Managing Large Networks: Problems and Solutions
- Bringing the Managed Data to the Code
- Scalability: Today's Network Is Tomorrow's NE
- MIB Note: Scalability
- Light Reading Trials
- Large NEs
- Expensive (and Scarce) Development Skill Sets
- Linked Overviews
- Elements of NMS Development
- Expensive (and Scarce) Operational Skill SetsElements of NMS Development
- MPLS: Second Chunk
- MPLS and Scalability
- Summary
Having looked at some of the nuts and bolts of network management technology, we now consider some of the problems of managing large networks. In many respects the large enterprise networks of today are reminiscent of the islands of automation that were common in manufacturing during the 1980s and 1990s. The challenge facing manufacturers was in linking together the islands of microprocessor-based controllers, PCs, minicomputers, and other components to allow end-to-end actions such as aggregated order entries leading to automated production runs.
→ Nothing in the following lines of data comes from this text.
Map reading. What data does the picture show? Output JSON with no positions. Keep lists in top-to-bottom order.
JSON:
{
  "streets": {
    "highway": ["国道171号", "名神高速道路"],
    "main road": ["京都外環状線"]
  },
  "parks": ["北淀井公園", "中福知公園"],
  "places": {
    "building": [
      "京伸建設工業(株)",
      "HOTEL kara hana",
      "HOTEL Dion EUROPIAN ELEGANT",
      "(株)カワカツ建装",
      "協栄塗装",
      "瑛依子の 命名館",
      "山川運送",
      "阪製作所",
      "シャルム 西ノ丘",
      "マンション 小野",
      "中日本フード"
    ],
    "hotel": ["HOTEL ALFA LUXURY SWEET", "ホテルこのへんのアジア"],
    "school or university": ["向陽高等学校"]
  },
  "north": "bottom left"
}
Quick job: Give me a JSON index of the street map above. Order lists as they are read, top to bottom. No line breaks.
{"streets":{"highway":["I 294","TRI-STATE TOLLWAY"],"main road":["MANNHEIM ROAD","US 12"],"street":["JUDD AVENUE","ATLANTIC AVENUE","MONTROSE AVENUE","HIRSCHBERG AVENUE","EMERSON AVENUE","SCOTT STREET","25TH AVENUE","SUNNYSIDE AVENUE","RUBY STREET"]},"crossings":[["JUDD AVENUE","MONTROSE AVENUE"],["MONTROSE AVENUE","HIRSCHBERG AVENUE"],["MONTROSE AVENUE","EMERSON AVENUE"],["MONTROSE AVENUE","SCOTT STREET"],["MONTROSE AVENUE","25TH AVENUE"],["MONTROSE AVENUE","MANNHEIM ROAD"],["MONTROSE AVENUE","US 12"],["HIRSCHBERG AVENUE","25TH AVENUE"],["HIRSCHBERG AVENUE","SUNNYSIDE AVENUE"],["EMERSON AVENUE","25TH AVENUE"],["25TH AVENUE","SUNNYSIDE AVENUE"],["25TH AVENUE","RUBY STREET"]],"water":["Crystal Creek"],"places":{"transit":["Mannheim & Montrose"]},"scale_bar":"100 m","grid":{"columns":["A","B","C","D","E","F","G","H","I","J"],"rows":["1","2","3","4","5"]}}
The hope was that the islands of automation could be joined so that the previously isolated intelligence could be leveraged to manufacture better products. Similar problems beset network operators at the beginning of the 21st century as traffic types and volumes continue to grow. In parallel with this, the range of deployed NMS is also growing. Multiple NMS adds to operational expense.
There is a strong need to reduce the cost of ownership and improve the return on investment (ROI) for network equipment. This is true not just during periods of economic downturn, but has become the norm as SLAs are applied to both enterprise and SP networks. NMS technology provides the network operator with some increasingly useful capabilities. One of these is a move away from tedious, error-prone, manually intensive operations to software-assisted, automated end-to-end operations.
Network operators must be able to execute automated end-to-end management operations on their networks [Telcordia]. An example of this is VLAN management in which an NMS GUI provides a visual picture—such as a cloud—of VLAN members (ports, MAC addresses, VLAN IDs). The NMS can also provide the ability to easily add, delete, and modify VLAN members as well as indicate any faults (e.g., link failures, warm starts) as and when they occur. Another example is enterprise WAN management in which ATM or FR virtual circuits are used to carry the traffic from branch offices into central sites. In this case, the enterprise network manager wants to be able to easily create, delete, modify, and view any faults on the virtual circuits (and the underlying nodes, links, and interfaces) to the remote sites. Other examples include storage (including SANs) management and video/audio conferencing equipment management. As we saw in Chapter 1, “Large Enterprise Networks,” the range of enterprise network services is growing all the time and so also is the associated management overhead.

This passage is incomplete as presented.